What this task involves: When you reach the line containing "display:grid; place-items:center; width:60px;" in the records below, start copying exactly, and stop once you have copied the line containing "padding:6px; border-radius:50%; background:var(--accent);".

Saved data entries
##########

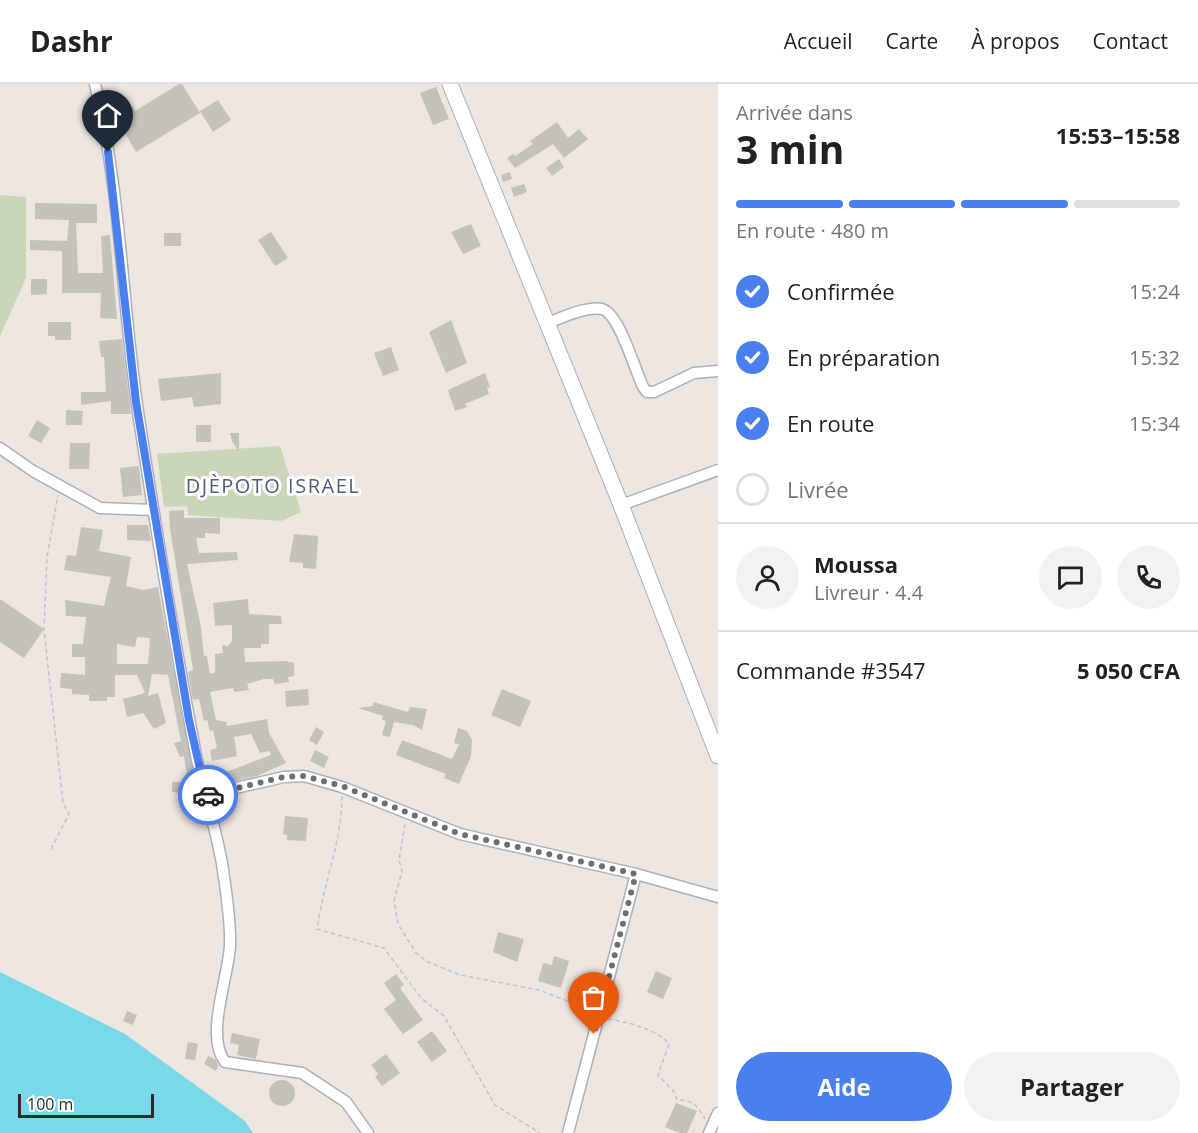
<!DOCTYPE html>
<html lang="fr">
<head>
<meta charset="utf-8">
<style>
  :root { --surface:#fff; --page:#f2f2f2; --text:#222; --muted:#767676; --line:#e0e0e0; --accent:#4a7fef }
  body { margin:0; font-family:"Open Sans",sans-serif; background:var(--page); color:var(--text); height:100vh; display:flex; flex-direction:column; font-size:22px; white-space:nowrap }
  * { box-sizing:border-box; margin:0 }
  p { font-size:20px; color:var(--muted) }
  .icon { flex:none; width:33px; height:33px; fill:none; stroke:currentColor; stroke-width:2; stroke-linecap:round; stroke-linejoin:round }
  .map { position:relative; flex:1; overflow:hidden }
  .drawer { display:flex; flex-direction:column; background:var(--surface); width:480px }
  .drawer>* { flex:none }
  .scale { position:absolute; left:18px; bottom:15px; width:136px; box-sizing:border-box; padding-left:6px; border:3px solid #2c2c2c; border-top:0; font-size:16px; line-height:21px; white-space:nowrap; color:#2c2c2c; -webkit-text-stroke:4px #fff; paint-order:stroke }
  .pin { position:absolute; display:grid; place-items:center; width:51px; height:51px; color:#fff; margin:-62px -26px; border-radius:50% 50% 50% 0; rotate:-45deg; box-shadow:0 0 6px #0007 }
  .pin .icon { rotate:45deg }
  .courier { position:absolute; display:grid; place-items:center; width:60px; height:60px; margin:-30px; border:4px solid #4a7fef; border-radius:50%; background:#fff; color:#222; box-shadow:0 2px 8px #0007 }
  .summary em { font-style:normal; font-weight:700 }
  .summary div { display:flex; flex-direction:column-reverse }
  .summary { display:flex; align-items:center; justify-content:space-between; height:102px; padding:0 18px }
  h1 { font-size:39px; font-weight:700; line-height:45px }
  .bar { display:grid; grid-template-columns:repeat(4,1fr); gap:9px 6px; align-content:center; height:72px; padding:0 18px }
  .bar i { height:8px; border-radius:4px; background:var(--line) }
  .bar .active { background:var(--accent) }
  .bar p { grid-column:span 4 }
  .line { display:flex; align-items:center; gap:15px; padding:0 18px; border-top:2px solid var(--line) }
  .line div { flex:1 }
  .round { display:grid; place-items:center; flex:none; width:63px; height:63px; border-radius:32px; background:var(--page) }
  ol { padding:0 18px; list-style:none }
  li { display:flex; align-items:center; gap:18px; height:66px }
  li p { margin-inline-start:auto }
  li .icon { padding:6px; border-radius:50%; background:var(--accent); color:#fff; stroke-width:4 }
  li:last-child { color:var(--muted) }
  li i { width:33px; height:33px; border:3px solid var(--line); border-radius:50% }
  .button { display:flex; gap:12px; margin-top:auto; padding:12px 18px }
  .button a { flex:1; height:69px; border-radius:36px; background:var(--accent); color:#fff; font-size:24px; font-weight:700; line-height:69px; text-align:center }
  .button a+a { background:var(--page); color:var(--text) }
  header { display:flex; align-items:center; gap:36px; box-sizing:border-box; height:84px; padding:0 30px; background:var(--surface); border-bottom:2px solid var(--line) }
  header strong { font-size:28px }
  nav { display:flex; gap:33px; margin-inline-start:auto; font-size:21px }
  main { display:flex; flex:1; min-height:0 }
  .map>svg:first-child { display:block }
  .cemetery { fill:#cad6b8 }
  .water { fill:#7ad9e8 }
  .building { fill:#c6c1bb; fill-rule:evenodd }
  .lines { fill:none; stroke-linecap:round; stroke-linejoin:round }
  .street-casing { stroke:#acb0b8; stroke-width:13 }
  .secondary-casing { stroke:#acb0b8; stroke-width:17 }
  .path { stroke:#c4c4c4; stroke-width:1.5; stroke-dasharray:4.5 3; stroke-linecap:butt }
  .street { stroke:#fff; stroke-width:10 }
  .secondary { stroke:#fff; stroke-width:15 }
  .done { stroke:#706d6b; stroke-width:6; stroke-dasharray:0 10.8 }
  .route { stroke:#4a7fef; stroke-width:8 }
  .labels { text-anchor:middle; stroke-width:6; stroke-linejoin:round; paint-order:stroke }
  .neighbourhood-label { font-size:20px; letter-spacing:1.5px; fill:#4f5d7b; stroke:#fff }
</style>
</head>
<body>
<header>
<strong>Dashr</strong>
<nav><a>Accueil</a><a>Carte</a><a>À propos</a><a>Contact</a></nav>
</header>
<main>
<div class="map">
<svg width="718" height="1049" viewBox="0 0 718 1049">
  <rect width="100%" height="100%" fill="#ede5e0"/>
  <!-- cemetery -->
  <g class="cemetery">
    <path d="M 0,111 L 26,113 L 26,194 L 0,252 Z"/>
    <path d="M 280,362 L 301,428 L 281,437 L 188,431 L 187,422 L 164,423 L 157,370 Z"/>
  </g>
  <!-- water -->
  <path class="water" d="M 0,888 L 125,950 L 245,1037 L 253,1049 L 0,1049 Z"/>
  <!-- building -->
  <g class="building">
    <path d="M 179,0 L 182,0 L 200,29 L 136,68 L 115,32 L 133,22 L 135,27 Z"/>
    <path d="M 436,3 L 449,35 L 433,41 L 420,9 Z"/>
    <path d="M 218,16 L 231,36 L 213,48 L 200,27 Z"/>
    <path d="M 557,38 L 568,54 L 579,45 L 588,55 L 564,74 L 553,60 L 515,84 L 507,74 L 513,70 L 515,72 L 533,60 L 530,57 Z"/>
    <path d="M 559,75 L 564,83 L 552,92 L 546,84 Z"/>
    <path d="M 510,88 L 512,95 L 503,98 L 501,91 Z"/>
    <path d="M 524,100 L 527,108 L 514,113 L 511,104 Z"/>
    <path d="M 35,119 L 97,120 L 97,139 L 76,139 L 78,189 L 103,189 L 101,152 L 110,151 L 117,235 L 100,234 L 101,209 L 62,209 L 62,167 L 30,166 L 30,156 L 67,157 L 69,136 L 35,135 Z"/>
    <path d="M 471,140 L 481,162 L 463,170 L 451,148 Z"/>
    <path d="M 271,148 L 288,174 L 275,182 L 258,156 Z"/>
    <rect x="164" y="149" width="17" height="13"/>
    <path d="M 31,195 L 47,195 L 47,210 L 31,211 Z"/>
    <path d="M 451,236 L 467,279 L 446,289 L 429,248 Z"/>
    <path d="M 48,238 L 71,238 L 71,256 L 55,256 L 55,252 L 48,252 Z"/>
    <path d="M 122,255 L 131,330 L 111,330 L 111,317 L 81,321 L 81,308 L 106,308 L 104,273 L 101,273 L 99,257 Z"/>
    <path d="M 391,263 L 399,286 L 383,292 L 374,269 Z"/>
    <path d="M 221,289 L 221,320 L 194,323 L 192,313 L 161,317 L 158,295 Z"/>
    <path d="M 485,289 L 490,303 L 487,304 L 489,310 L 465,320 L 467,323 L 455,327 L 448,306 Z"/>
    <path d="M 66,326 L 83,327 L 82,341 L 66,341 Z"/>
    <path d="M 37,336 L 50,344 L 41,359 L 28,352 Z"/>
    <rect x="196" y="341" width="15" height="17"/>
    <path d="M 230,349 L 239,349 L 239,368 L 232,357 Z"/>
    <path d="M 70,359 L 90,359 L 89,385 L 69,385 Z"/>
    <path d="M 139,382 L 142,411 L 123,413 L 120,384 Z"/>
    <path d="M 184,426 L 184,434 L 220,434 L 220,450 L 205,449 L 205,454 L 196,454 L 199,469 L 237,468 L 238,476 L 187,480 L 201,543 L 204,572 L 207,572 L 210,590 L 215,589 L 215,570 L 223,569 L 222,561 L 228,562 L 232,557 L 232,541 L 215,542 L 213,519 L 248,515 L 249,530 L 281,532 L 282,540 L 269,540 L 269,560 L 261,560 L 261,564 L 244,564 L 245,578 L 285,577 L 294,579 L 294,592 L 288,593 L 289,598 L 275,600 L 273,595 L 264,595 L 247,600 L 249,606 L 234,608 L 233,604 L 210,608 L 216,636 L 226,638 L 227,642 L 267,635 L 269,649 L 286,679 L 257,692 L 216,701 L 213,693 L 271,671 L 270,667 L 260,669 L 251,650 L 234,653 L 237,672 L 212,677 L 210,666 L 217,664 L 213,646 L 210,647 L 207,636 L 204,637 L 199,615 L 193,616 L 188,588 L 193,586 L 170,445 L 169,427 Z"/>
    <path d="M 127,441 L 148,441 L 151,457 L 127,456 Z"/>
    <path d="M 81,443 L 103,446 L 99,467 L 131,473 L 126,502 L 143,506 L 158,503 L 196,705 L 186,707 L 186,716 L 179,709 L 172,708 L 172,698 L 188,698 L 184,672 L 180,673 L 174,659 L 181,657 L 168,591 L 152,590 L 148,612 L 158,609 L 166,639 L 154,645 L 143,629 L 127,633 L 123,615 L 145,609 L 137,591 L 115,591 L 115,613 L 107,613 L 107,617 L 89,617 L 89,611 L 72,610 L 72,605 L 60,604 L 61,589 L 85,591 L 85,573 L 72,573 L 72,560 L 83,560 L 86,533 L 66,532 L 65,516 L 104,522 L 111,493 L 64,486 L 67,471 L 76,472 ZM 137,553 L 150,554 L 148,580 L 117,580 L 117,560 L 135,563 Z"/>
    <path d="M 294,450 L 318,452 L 316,485 L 303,484 L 303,479 L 289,478 Z"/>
    <path d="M 0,515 L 44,545 L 24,574 L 0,558 Z"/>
    <path d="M 308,605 L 309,621 L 286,623 L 285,607 Z"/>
    <path d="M 502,605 L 531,617 L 520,643 L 491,631 Z"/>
    <path d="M 373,618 L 408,628 L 410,623 L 427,625 L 422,646 L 413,641 L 394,638 L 390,653 L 382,651 L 386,637 L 382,636 L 383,632 L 358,624 L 373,622 Z"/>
    <path d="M 316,643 L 324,648 L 317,661 L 309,656 Z"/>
    <path d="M 458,644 L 467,647 L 472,656 L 471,672 L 459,700 L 444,694 L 446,690 L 396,671 L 402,656 L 452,675 L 459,660 L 454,659 Z"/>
    <path d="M 315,666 L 329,673 L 324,684 L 310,677 Z"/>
    <path d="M 285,732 L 308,734 L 306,757 L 287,756 L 287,751 L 283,750 Z"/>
    <path d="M 498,848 L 524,855 L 517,878 L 493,868 Z"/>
    <path d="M 554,872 L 569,877 L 561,904 L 538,897 L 543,879 L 552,881 Z"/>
    <path d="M 656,887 L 672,894 L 663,915 L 647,908 Z"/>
    <path d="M 396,890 L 404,901 L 400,904 L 423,936 L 403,950 L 384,925 L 396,916 L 384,899 Z"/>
    <path d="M 127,927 L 137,931 L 133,941 L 123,937 Z"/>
    <path d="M 432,947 L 447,967 L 432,978 L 417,958 Z"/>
    <path d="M 232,949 L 260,955 L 256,975 L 237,971 L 239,961 L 230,959 Z"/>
    <path d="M 188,958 L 198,960 L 195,976 L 185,975 Z"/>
    <path d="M 386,970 L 400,989 L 382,1002 L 375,993 L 378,990 L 371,981 Z"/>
    <path d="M 208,972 L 216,976 L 218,982 L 216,987 L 204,980 Z"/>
    <circle cx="282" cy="1009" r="13"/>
    <path d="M 676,1019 L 697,1027 L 687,1049 L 679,1049 L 665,1043 Z"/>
  </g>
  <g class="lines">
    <!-- street casing -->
    <g class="street-casing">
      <g id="street">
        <path d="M 95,0 C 122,112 122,228 140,341 C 157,451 175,562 196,671 C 204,712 219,751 224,793 C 227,815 231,840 230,862 C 228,895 205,952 225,978 L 302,989 L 346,1018 L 368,1049"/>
        <path d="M 547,239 C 562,234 585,222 602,225 C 619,229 635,286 643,303 L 647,308 L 654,308 L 694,289 L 718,287"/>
        <path d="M 0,364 L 33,387 L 100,424 L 153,426"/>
        <path d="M 621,421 L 718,386"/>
        <path d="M 205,711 L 284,693 L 304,692 L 342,703 L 460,750 L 636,790 L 718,813"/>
        <path d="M 568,1049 L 636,790"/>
        <path d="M 709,1049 L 718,1029"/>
      </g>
    </g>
    <!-- secondary casing -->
    <g class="secondary-casing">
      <path id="secondary" d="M 450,0 L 621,421 L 718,672"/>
    </g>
    <!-- path -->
    <g class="path">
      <path d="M 342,712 C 342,757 323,801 317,845 L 384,864 L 421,914 L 444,932 L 495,1021 L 540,1049"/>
      <path d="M 405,740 L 399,776 L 402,787 L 394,817 L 398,840 L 416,869 L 428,878 L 460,891 L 539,906 L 590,926"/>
      <path d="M 51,765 L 69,730 L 63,719 L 44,545 L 47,473 L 58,411"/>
      <path d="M 608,935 C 627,938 657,945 669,960 L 658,991 L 674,1008 L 677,1016 C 693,1016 697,1021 705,1035"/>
    </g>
    <!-- street -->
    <use href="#street" class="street"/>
    <!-- secondary -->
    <use href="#secondary" class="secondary"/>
  </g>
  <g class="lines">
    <!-- done -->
    <path class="done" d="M 208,711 L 284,693 L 304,692 L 342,702 L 460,750 L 636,790 L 594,950"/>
    <!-- route -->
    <path class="route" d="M 108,68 L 136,318 L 189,636 L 206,711 L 208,711"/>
  </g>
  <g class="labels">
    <!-- neighbourhood labels -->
    <g class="neighbourhood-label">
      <text x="273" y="409">DJÈPOTO ISRAEL</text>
    </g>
  </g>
</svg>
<div class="scale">100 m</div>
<div class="pin" style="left:594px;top:950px;background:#ea580c"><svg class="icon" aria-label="bag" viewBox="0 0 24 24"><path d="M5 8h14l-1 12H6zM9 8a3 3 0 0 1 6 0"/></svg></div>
<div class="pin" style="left:108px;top:68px;background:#1f2937"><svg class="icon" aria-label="home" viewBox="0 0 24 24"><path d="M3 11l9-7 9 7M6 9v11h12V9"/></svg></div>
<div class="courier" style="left:208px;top:711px"><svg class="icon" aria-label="car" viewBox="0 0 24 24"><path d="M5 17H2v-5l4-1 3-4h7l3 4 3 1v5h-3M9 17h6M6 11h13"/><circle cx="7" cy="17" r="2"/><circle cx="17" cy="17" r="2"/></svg></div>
</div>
<section class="drawer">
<div class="summary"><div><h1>3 min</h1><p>Arrivée dans</p></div><em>15:53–15:58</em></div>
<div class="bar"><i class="active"></i><i class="active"></i><i class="active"></i><i></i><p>En route · 480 m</p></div>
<ol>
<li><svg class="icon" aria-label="check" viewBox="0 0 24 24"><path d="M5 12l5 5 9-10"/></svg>Confirmée<p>15:24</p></li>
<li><svg class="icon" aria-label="check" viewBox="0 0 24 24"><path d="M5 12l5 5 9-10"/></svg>En préparation<p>15:32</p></li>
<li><svg class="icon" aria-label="check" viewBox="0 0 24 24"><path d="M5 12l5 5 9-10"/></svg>En route<p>15:34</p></li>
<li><i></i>Livrée</li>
</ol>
<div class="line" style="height:108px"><a class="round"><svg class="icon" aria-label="person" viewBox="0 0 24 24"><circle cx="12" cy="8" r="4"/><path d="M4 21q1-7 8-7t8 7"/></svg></a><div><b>Moussa</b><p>Livreur · 4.4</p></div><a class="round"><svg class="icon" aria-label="chat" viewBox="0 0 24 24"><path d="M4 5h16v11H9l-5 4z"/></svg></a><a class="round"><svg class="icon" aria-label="phone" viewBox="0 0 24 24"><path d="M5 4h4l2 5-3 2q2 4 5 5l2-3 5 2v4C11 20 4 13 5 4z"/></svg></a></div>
<div class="line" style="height:78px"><div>Commande #3547</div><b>5 050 CFA</b></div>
<div class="button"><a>Aide</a><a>Partager</a></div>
</section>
</main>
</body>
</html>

##########

Expected answer:
  .courier { position:absolute; display:grid; place-items:center; width:60px; height:60px; margin:-30px; border:4px solid #4a7fef; border-radius:50%; background:#fff; color:#222; box-shadow:0 2px 8px #0007 }
  .summary em { font-style:normal; font-weight:700 }
  .summary div { display:flex; flex-direction:column-reverse }
  .summary { display:flex; align-items:center; justify-content:space-between; height:102px; padding:0 18px }
  h1 { font-size:39px; font-weight:700; line-height:45px }
  .bar { display:grid; grid-template-columns:repeat(4,1fr); gap:9px 6px; align-content:center; height:72px; padding:0 18px }
  .bar i { height:8px; border-radius:4px; background:var(--line) }
  .bar .active { background:var(--accent) }
  .bar p { grid-column:span 4 }
  .line { display:flex; align-items:center; gap:15px; padding:0 18px; border-top:2px solid var(--line) }
  .line div { flex:1 }
  .round { display:grid; place-items:center; flex:none; width:63px; height:63px; border-radius:32px; background:var(--page) }
  ol { padding:0 18px; list-style:none }
  li { display:flex; align-items:center; gap:18px; height:66px }
  li p { margin-inline-start:auto }
  li .icon { padding:6px; border-radius:50%; background:var(--accent); color:#fff; stroke-width:4 }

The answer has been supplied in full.